▶ To do
Report each line of the records below that uses the word "Exchange".

Stored data

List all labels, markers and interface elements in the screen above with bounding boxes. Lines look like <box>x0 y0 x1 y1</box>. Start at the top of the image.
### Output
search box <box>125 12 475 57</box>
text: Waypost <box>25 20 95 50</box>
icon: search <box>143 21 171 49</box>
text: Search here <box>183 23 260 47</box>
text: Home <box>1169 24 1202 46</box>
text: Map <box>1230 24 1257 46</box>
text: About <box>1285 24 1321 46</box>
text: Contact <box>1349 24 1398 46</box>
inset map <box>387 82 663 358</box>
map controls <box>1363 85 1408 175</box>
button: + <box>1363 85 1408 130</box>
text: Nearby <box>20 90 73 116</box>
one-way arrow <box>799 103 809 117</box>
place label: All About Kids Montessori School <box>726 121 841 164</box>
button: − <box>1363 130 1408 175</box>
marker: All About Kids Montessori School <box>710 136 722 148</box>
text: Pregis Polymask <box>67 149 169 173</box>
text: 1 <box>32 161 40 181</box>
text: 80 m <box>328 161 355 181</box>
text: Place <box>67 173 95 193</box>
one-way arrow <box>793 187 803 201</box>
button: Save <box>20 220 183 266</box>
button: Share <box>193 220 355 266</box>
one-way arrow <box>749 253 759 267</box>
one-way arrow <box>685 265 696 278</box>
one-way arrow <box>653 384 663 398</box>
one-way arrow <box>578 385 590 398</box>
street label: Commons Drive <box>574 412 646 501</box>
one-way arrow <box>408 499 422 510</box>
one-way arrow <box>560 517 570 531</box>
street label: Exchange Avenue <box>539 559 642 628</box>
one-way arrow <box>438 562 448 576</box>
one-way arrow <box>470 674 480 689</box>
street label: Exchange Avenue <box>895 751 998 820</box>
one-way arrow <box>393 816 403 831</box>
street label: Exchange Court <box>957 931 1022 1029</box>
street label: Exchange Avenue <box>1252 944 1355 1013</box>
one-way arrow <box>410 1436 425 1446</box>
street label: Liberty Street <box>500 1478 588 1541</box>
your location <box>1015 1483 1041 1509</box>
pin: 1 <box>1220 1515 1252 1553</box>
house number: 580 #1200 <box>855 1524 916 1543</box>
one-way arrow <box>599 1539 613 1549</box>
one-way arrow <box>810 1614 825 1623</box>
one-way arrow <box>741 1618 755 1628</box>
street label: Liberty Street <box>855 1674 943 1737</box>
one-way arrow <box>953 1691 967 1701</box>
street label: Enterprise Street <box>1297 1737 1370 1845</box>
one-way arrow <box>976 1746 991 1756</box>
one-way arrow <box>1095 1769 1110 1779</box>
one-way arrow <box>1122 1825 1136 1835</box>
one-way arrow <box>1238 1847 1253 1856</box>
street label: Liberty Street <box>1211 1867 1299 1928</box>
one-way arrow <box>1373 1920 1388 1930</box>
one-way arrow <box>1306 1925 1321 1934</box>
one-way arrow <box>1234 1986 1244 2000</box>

▶ Output of the task
street label: Exchange Avenue <box>539 559 642 628</box>
street label: Exchange Avenue <box>895 751 998 820</box>
street label: Exchange Court <box>957 931 1022 1029</box>
street label: Exchange Avenue <box>1252 944 1355 1013</box>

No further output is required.